■ AIM OF THE TASK: Every line of the material that includes the word "setLineDash" is to be shown.

□ □ □

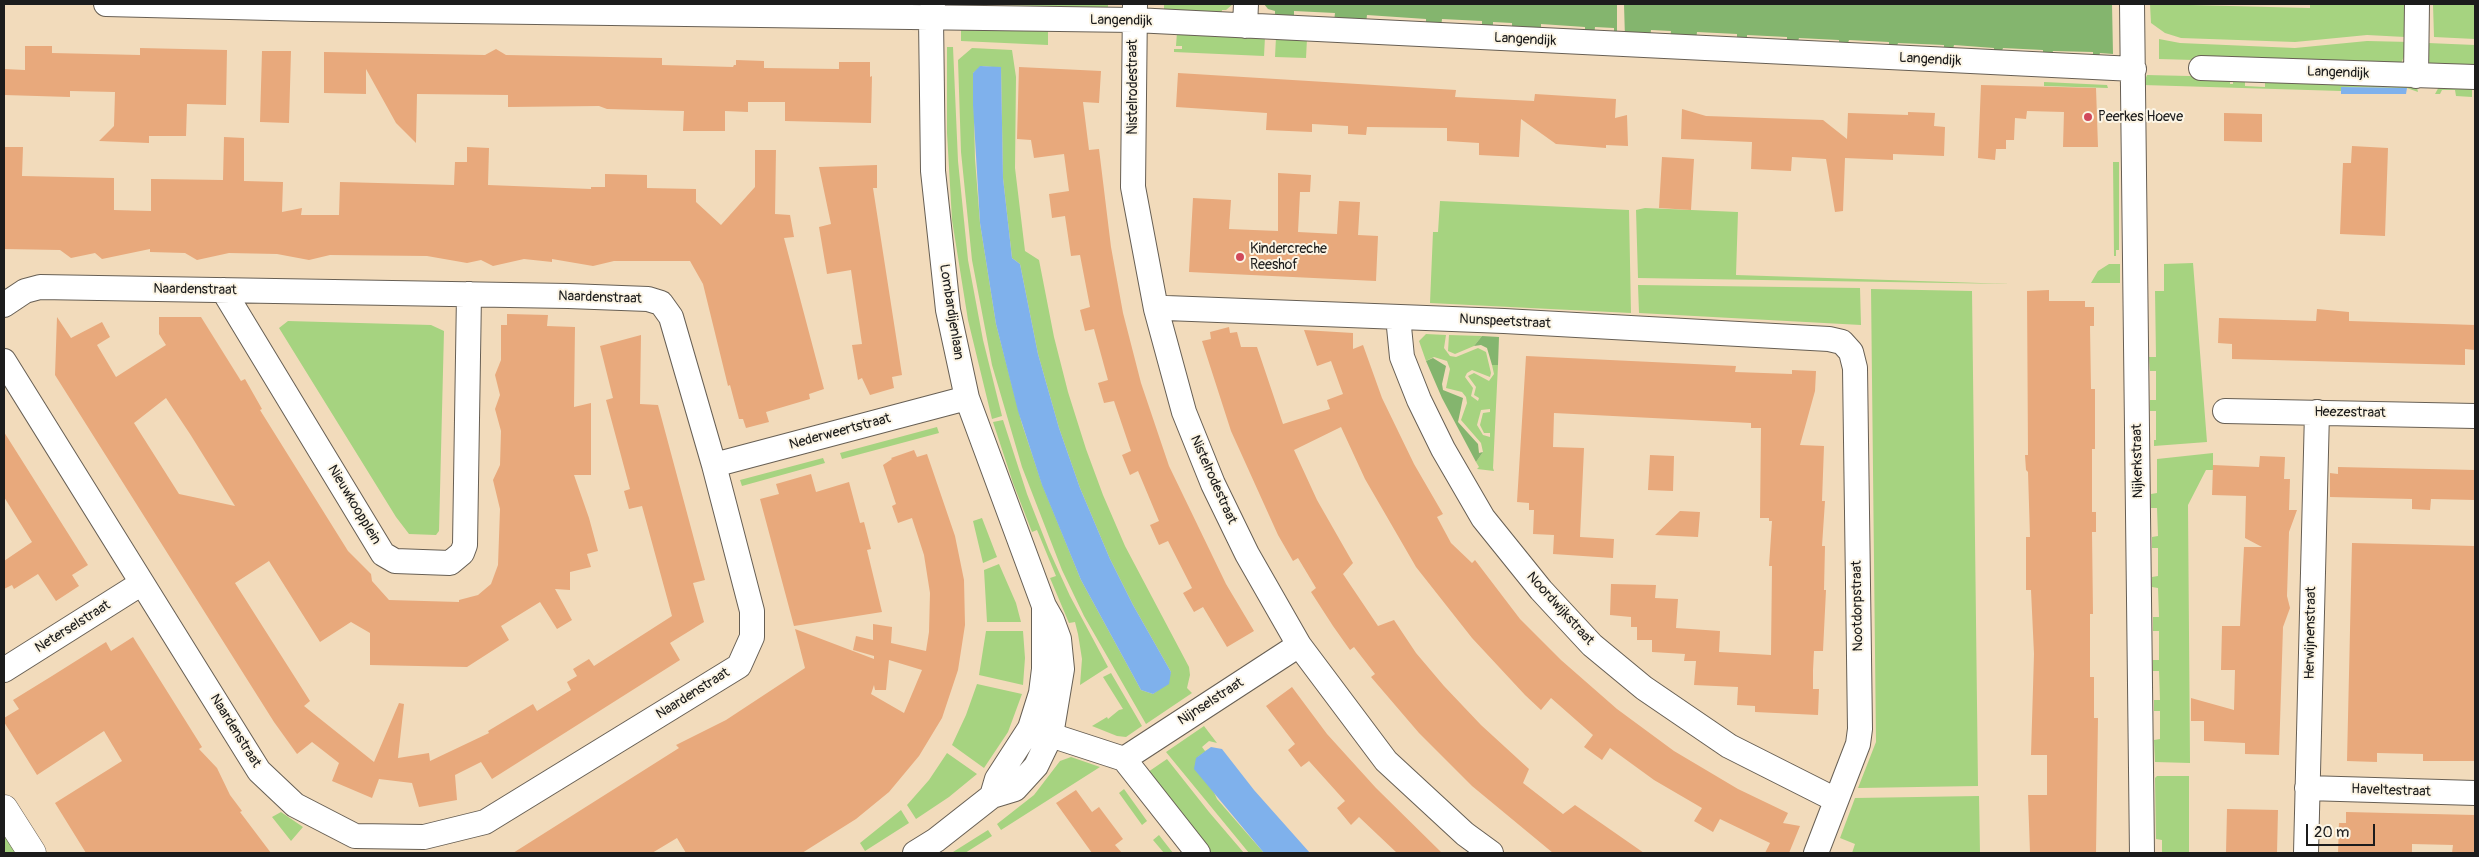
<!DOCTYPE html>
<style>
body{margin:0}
#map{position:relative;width:2479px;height:857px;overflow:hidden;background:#f2dbbb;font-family:Pangolin,sans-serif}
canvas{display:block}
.frame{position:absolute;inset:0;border:5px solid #1c1c1c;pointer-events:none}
.scale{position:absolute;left:2306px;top:824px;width:69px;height:22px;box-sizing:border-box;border:2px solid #1c1c1c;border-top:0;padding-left:6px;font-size:15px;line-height:18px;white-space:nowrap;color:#1c1c1c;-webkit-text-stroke:4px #fcf5e5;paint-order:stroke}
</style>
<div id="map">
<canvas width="2479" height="857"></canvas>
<div class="frame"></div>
<div class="scale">20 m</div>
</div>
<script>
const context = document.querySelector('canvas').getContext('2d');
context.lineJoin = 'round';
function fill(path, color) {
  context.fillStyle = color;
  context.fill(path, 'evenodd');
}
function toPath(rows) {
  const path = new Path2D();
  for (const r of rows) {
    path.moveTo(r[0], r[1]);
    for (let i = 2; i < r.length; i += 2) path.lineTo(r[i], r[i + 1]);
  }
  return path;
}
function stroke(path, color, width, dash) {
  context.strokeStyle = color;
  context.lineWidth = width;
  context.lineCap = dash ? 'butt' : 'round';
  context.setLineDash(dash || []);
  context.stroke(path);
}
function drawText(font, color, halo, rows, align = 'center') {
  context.font = font + ' Pangolin,sans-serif';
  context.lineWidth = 4;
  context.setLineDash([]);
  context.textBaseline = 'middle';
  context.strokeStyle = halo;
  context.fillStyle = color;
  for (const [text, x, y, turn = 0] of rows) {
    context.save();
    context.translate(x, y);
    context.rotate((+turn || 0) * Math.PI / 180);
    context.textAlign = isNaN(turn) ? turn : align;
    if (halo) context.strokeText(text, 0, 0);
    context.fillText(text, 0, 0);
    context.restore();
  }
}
fill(toPath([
 [964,4,1108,4,1108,8],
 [1164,4,1233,4,1226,10,1222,10,1221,16,1164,14],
 [2150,4,2310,8,2310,4,2404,4,2405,37,2367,35,2295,42,2181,38,2165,33,2151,23],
 [2433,4,2475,4,2475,39,2434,37],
 [961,28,1048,30,1048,45,961,41],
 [1177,32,1265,37,1264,56,1174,52,1174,49,1182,49,1182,46,1176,46],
 [1276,37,1307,39,1306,58,1275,57],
 [2159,39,2180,43,2295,48,2367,41,2410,42,2400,66,2159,59],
 [2428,43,2475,45,2475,69,2428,67],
 [947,47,953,47,958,161,968,260,983,340,1002,416,992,419,968,320,952,220,947,133],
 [972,48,1012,50,1016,77,1015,168,1025,251,1039,260,1054,337,1068,392,1086,449,1103,495,1125,546,1189,667,1190,675,1187,688,1192,693,1146,724,1084,616,1062,570,1022,467,992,365,972,260,961,152,958,60],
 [983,66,1001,68,1003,178,1012,258,1020,264,1038,354,1059,428,1080,488,1110,559,1133,605,1171,672,1166,684,1153,694,1141,690,1081,580,1042,484,1022,424,996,324,980,223,975,159,973,73],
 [2147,75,2230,77,2230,84,2233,84,2233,78,2245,78,2245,86,2265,87,2265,78,2416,83,2418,92,2407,88,2341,87,2341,91,2143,85],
 [2044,82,2107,85,2108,88,2044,86],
 [2441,83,2475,85,2475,90,2472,90,2472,97,2456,96,2455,90,2442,90,2440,94,2435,94],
 [2113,162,2119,162,2119,250,2116,250,2116,256,2114,256],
 [1440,201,1629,210,1631,313,1430,303,1433,232,1438,232],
 [1645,208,1738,212,1736,275,2011,284,1638,278,1636,210],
 [2193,263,2207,442,2154,446,2154,440,2156,440,2156,411,2150,411,2150,400,2156,400,2156,371,2150,371,2149,357,2156,357,2155,291,2164,291,2164,264],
 [2109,264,2120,264,2120,283,2091,283,2098,271],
 [1638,285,1860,288,1861,325,1639,313],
 [1871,289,1972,291,1978,786,1858,788,1876,742],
 [288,321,431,325,444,331,439,531,436,535,409,534,396,517,279,328],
 [1426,334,1446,335,1444,348,1450,356,1456,357,1478,348,1486,352,1491,373,1490,377,1472,370,1467,373,1465,377,1473,388,1471,396,1478,401,1479,398,1474,395,1476,387,1468,376,1474,373,1489,381,1494,374,1492,365,1498,365,1493,468,1494,471,1477,469,1479,467,1476,462,1483,452,1481,443,1461,420,1467,403,1466,397,1462,392,1446,388,1450,369,1447,361,1434,357,1426,361,1419,341],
 [1490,409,1490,412,1483,413,1480,425,1484,433,1490,433,1490,437,1483,435,1477,425,1481,410],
 [1449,335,1482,336,1474,346,1455,354,1448,351],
 [1003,420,1027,494,1049,550,1070,596,1108,667,1080,685,1082,659,1078,634,1075,622,1069,623,1050,578,1056,576,1037,530,1032,532,1013,483,993,422],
 [937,427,939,433,842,459,840,453],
 [2213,453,2213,470,2206,470,2188,505,2190,763,2155,762,2154,740,2160,739,2160,711,2154,711,2154,700,2160,700,2159,671,2153,671,2153,660,2159,660,2159,631,2153,631,2153,617,2159,617,2158,588,2152,587,2152,577,2158,576,2158,548,2152,548,2152,537,2158,536,2157,508,2151,508,2151,494,2157,493,2157,459],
 [823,458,825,463,742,486,740,480],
 [982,518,997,557,983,563,973,521],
 [999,564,1016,603,1021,622,987,622,984,570],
 [986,631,1023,631,1025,658,1023,685,979,675],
 [1111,673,1142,726,1126,737,1117,736,1092,726,1107,717,1108,719,1119,710,1123,709,1103,677],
 [977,684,1022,694,1008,732,984,768,952,745,966,715],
 [1204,726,1217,743,1209,741,1202,747,1205,751,1209,749,1198,757,1217,799,1264,853,1249,853,1166,752],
 [947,753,977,774,949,797,916,819,907,805,929,780],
 [1071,757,1100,767,1001,830,997,824,1034,795,1060,761],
 [1167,759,1209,812,1244,853,1211,853,1191,829,1148,772],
 [2157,776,2189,776,2189,853,2162,853,2162,840,2156,839,2155,778],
 [1124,789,1147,821,1142,825,1119,793],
 [1979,796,1980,853,1852,853,1855,844,1840,838,1855,798],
 [901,810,909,823,865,851,860,843],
 [281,812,303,827,291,841,272,817],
 [4,818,26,853,4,853],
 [988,830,992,836,965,853,953,852],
 [1159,835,1173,853,1164,853,1153,840]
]), '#a6d380');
fill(toPath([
 [1264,4,1617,4,1617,37,1614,37,1614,28,1595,27,1594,37,1585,36,1585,27,1541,24,1541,34,1512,32,1512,23,1493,22,1493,31,1482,30,1482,21,1442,19,1441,28,1426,27,1426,19,1367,15,1366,24,1334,22,1335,13,1294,11,1294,20,1275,19,1275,11,1268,9],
 [1624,4,2112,4,2113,54,2100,53,2099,56,2093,56,2093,52,2053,51,2052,54,2043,53,2043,50,2003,48,2002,51,1994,51,1994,48,1954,45,1953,49,1944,48,1944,45,1898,43,1897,46,1889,45,1889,42,1849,40,1848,43,1839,43,1839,40,1799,38,1798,41,1787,40,1787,37,1747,35,1747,38,1737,37,1737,34,1697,32,1696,41,1670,40,1671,31,1651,30,1650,39,1625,38],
 [1482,336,1499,337,1498,365,1492,365,1487,348,1481,345,1474,346],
 [1433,358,1446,366,1442,384,1443,390,1463,398,1458,422,1478,444,1479,453,1483,452,1476,462,1442,398,1426,361]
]), '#84b56e');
fill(toPath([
 [980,66,1001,67,1003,178,1012,258,1020,264,1038,354,1059,428,1080,488,1110,559,1133,605,1171,672,1169,684,1153,694,1141,690,1081,580,1042,485,1018,411,996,324,980,223,973,105,973,73],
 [2341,87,2407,88,2406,94,2341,94],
 [1211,747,1222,749,1254,790,1310,853,1264,853,1194,769,1196,758]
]), '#7fb1ec');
fill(toPath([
 [25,46,52,46,52,53,140,55,140,48,227,50,226,105,187,104,186,136,149,136,149,143,99,141,114,126,115,92,70,91,70,97,4,95,4,69,25,70],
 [496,49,506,55,662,58,662,65,733,67,734,65,736,65,736,60,764,61,764,68,839,69,839,62,870,62,870,77,872,76,871,123,785,121,785,102,748,102,748,112,725,111,725,131,683,131,684,111,607,109,599,106,508,107,508,95,417,94,416,143,396,123,366,69,366,94,324,93,324,52,485,55],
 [262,51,291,51,289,123,260,122],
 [1019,67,1101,71,1099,103,1083,102,1089,150,1099,149,1111,247,1123,313,1141,383,1169,466,1226,584,1254,631,1227,647,1203,607,1194,612,1183,593,1192,588,1168,541,1159,545,1150,525,1159,521,1138,471,1130,475,1122,455,1131,451,1114,401,1104,403,1098,383,1108,380,1094,329,1085,331,1080,310,1090,307,1080,255,1071,256,1065,216,1052,218,1049,194,1069,191,1064,154,1034,158,1031,140,1017,139],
 [1178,73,1456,90,1455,97,1534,101,1535,94,1616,99,1615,118,1627,115,1628,146,1606,145,1606,148,1556,144,1521,119,1519,157,1479,155,1479,143,1447,141,1447,128,1367,127,1366,135,1348,134,1348,126,1312,124,1312,132,1266,130,1267,113,1176,107],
 [1981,85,2096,88,2098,147,2063,147,2064,112,2027,111,2026,119,2015,118,2014,140,2006,140,2006,149,1996,149,1995,160,1978,158],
 [1682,109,1706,116,1823,120,1847,139,1848,113,1908,115,1908,112,1935,113,1934,126,1945,127,1944,156,1893,154,1893,160,1845,158,1843,211,1835,212,1826,159,1792,157,1791,171,1751,169,1752,142,1681,139],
 [2224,113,2262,114,2262,142,2224,141],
 [224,137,244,138,244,181,283,182,282,212,302,208,301,215,339,215,340,182,454,185,455,162,467,162,467,147,489,148,488,185,591,189,591,187,605,187,605,174,647,175,647,188,696,189,696,202,721,225,755,187,755,150,776,150,775,214,790,215,794,237,784,238,824,389,809,394,810,399,766,412,769,422,746,428,743,419,739,419,730,385,728,386,703,284,690,261,614,261,593,266,552,259,552,262,524,259,493,266,481,260,467,263,427,256,330,255,309,260,277,254,229,253,197,260,185,253,150,252,150,249,102,259,95,253,71,258,60,250,4,249,4,147,23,147,22,176,114,178,114,210,151,211,151,179,223,180],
 [2352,146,2388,148,2385,236,2340,234,2343,163,2351,163],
 [1662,157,1694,159,1691,210,1659,208],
 [877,165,877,188,873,188,902,375,892,377,894,388,870,395,862,378,858,380,852,345,862,344,851,270,827,274,819,227,831,224,819,167],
 [1278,173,1311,175,1310,192,1300,192,1298,232,1337,234,1339,201,1360,202,1358,235,1378,236,1376,281,1189,272,1193,198,1231,200,1229,229,1278,231],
 [2049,290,2049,301,2085,301,2085,307,2094,307,2094,326,2090,326,2091,389,2095,389,2095,449,2092,449,2092,512,2096,512,2096,532,2092,532,2093,614,2090,614,2090,677,2094,677,2094,718,2098,718,2096,853,2030,853,2028,795,2047,795,2047,755,2031,755,2034,654,2031,590,2026,590,2026,537,2030,537,2028,472,2026,470,2025,455,2028,455,2027,291],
 [2317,309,2349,312,2349,321,2475,325,2475,350,2465,349,2465,365,2232,359,2232,344,2218,343,2219,318,2316,321],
 [507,314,548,315,547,326,575,327,574,407,591,403,591,475,574,475,589,518,598,551,587,554,591,567,570,572,570,590,555,589,572,620,557,629,540,602,501,626,509,640,467,667,370,665,370,633,351,622,320,642,269,561,235,583,310,701,304,706,374,762,399,703,404,704,398,758,429,753,430,761,489,733,488,731,533,704,537,711,571,690,567,682,577,676,573,669,589,659,594,666,672,616,642,506,629,509,624,491,630,489,606,400,613,398,600,346,641,335,640,404,658,405,705,580,693,583,704,622,670,643,680,660,492,779,481,762,455,775,457,800,419,807,412,783,379,779,372,798,332,781,339,763,312,742,297,754,274,722,55,375,57,317,71,338,102,322,110,337,97,345,116,377,166,345,159,334,159,317,201,317,241,381,245,379,262,409,260,410,348,551,371,574,372,581,389,600,459,602,459,600,478,595,491,584,498,565,500,509,493,480,500,465,501,431,495,409,500,395,495,375,501,360,501,325,507,325],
 [166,398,190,434,235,506,179,494,134,423],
 [1229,327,1230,333,1237,332,1241,347,1257,347,1283,424,1330,409,1327,400,1343,394,1331,361,1317,366,1304,330,1353,333,1353,349,1363,345,1382,398,1414,464,1443,514,1437,517,1451,543,1472,563,1475,560,1520,619,1561,660,1617,709,1674,751,1738,789,1788,813,1783,823,1800,826,1789,853,1765,853,1770,843,1720,819,1713,832,1694,821,1702,808,1654,780,1610,748,1602,760,1584,747,1593,735,1551,698,1541,710,1525,695,1472,638,1416,567,1365,479,1341,427,1294,450,1317,500,1353,563,1343,574,1378,626,1394,620,1416,653,1444,686,1481,725,1529,769,1523,783,1563,814,1575,805,1644,853,1553,853,1472,786,1419,733,1371,677,1375,674,1354,647,1350,650,1333,626,1311,592,1316,588,1298,558,1293,561,1278,535,1231,431,1202,341,1211,339,1210,332],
 [1526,356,1736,366,1735,372,1792,374,1792,370,1816,371,1815,391,1800,445,1824,446,1822,501,1825,501,1822,546,1825,546,1824,590,1826,590,1823,651,1814,651,1813,670,1813,689,1819,689,1818,715,1755,712,1755,706,1737,705,1738,687,1694,685,1696,661,1684,661,1685,654,1652,652,1652,640,1637,640,1637,627,1631,627,1631,617,1610,615,1611,584,1656,585,1655,598,1678,599,1676,628,1720,631,1719,652,1771,655,1772,566,1769,566,1772,521,1769,521,1769,518,1760,518,1761,428,1751,428,1751,423,1554,413,1553,447,1584,448,1580,537,1614,539,1613,558,1553,554,1554,535,1533,534,1534,510,1529,510,1529,503,1517,502],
 [4,432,88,565,72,575,79,586,56,601,38,574,14,589,12,585,4,589,4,561,32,542,4,497],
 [914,450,917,457,927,454,955,536,964,580,965,625,958,670,942,718,919,756,889,792,856,819,802,853,686,853,677,838,652,853,513,853,679,748,676,745,726,720,805,668,795,629,874,659,874,656,853,650,856,636,873,640,873,624,892,627,891,643,926,651,929,632,930,593,924,555,912,518,898,523,892,506,896,504,883,465,892,459,891,458],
 [889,660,922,670,904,713,871,694,874,685,875,690,886,690],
 [1650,455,1674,456,1673,491,1648,490],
 [2260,456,2285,457,2284,479,2290,479,2289,510,2297,510,2289,532,2287,596,2290,608,2283,627,2279,755,2245,754,2245,743,2204,741,2204,721,2191,721,2191,698,2234,710,2235,670,2221,670,2222,626,2240,626,2244,547,2262,547,2245,538,2246,496,2212,495,2213,465,2259,467],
 [2338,467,2475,470,2475,500,2431,499,2430,510,2412,509,2412,499,2330,497,2330,473,2338,474],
 [811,474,816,492,849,482,860,523,864,522,871,549,867,550,882,612,794,626,760,499,779,494,776,484],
 [1680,511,1700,512,1698,537,1655,535],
 [2352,543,2475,546,2475,761,2423,761,2423,754,2377,753,2377,762,2347,761],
 [133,637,202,747,199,749,217,768,230,795,242,811,240,812,271,853,86,853,55,803,122,761,104,731,37,775,4,722,4,718,19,709,13,700,52,676,106,642,111,651],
 [1292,687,1327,734,1376,788,1442,853,1397,853,1359,817,1351,825,1337,808,1345,801,1309,761,1301,767,1288,750,1295,744,1266,706],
 [1076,790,1092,812,1099,807,1123,839,1115,845,1122,853,1092,853,1056,803],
 [2227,809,2278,810,2277,853,2226,853],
 [2346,812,2475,815,2475,853,2452,853,2453,845,2412,844,2412,853,2338,853,2339,823,2346,823]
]), '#e8a97c');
const street = toPath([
 [106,4,312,9,1134,20,2134,69],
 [933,4,931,19,933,171,948,310,967,398,1044,606],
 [1135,4,1133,187,1156,309,1184,412,1213,484,1247,554,1299,645,1386,761,1465,834,1491,853],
 [2132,4,2142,853],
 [1245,26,1246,4],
 [2201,68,2475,77],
 [2416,76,2417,4],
 [223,290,383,554,395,561,450,563,462,553,465,545,469,294],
 [4,305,25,291,40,287,568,296,648,299,661,303,671,317,714,465,752,611,752,637,739,666,485,822,424,837,355,836,295,805,259,771,4,361],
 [1156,309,1166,308,1504,321,1829,339,1842,342,1851,352,1855,368,1860,729,1858,744,1816,853],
 [1398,317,1402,357,1419,400,1443,449,1483,518,1541,590,1592,645,1644,688,1729,746,1836,800],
 [2225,411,2475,416],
 [714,465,967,398],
 [4,670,142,583],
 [1035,730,1124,759,1198,853],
 [1124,759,1299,645],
 [2307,788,2475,793],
 [915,853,936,840,992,796,1015,789,1036,766,1051,735,1062,669,1059,639,1052,620,1044,606,1044,669,1041,693,1030,728,997,779,992,796],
 [2306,853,2317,412]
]);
const secondary = toPath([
 [4,809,32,853]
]);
stroke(street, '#675f54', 26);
stroke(secondary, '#675f54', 29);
stroke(street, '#fff', 24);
stroke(secondary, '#fff', 28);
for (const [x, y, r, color] of [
 [2088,117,5,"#d1495b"],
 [1240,257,5,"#d1495b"]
]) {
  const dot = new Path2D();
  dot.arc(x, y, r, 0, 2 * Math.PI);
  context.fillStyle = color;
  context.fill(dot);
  stroke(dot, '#fcf5e5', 2);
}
drawText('14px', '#1c1c1c', '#fcf5e5', [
 ["Langendijk",1121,21,1],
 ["Langendijk",1525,40,3],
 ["Langendijk",1930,60,3],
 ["Langendijk",2338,73,2],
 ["Nistelrodestraat",1133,87,-90],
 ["Naardenstraat",195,290,1],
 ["Naardenstraat",600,298,2],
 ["Lombardijenlaan",951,312,81],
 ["Nunspeetstraat",1505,322,3],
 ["Heezestraat",2350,413,1],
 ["Nederweertstraat",840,432,-15],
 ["Nijkerkstraat",2138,461,-91],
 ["Nistelrodestraat",1213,480,66],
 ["Nieuwkoopplein",354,505,59],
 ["Nootdorpstraat",1858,606,-91],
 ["Noordwijkstraat",1560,609,48],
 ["Neterselstraat",73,627,-32],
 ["Herwijnenstraat",2311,633,-89],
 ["Naardenstraat",693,694,-32],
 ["Nijnselstraat",1211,702,-33],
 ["Naardenstraat",235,731,58],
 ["Haveltestraat",2391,791,2]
]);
drawText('14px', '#1c1c1c', '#fcf5e5', [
 ["Peerkes Hoeve",2098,117],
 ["Kindercreche",1250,249],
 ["Reeshof",1250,265]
], 'left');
</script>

□ □ □

■ RESPONSE TO THE TASK:
  context.setLineDash(dash || []);
  context.setLineDash([]);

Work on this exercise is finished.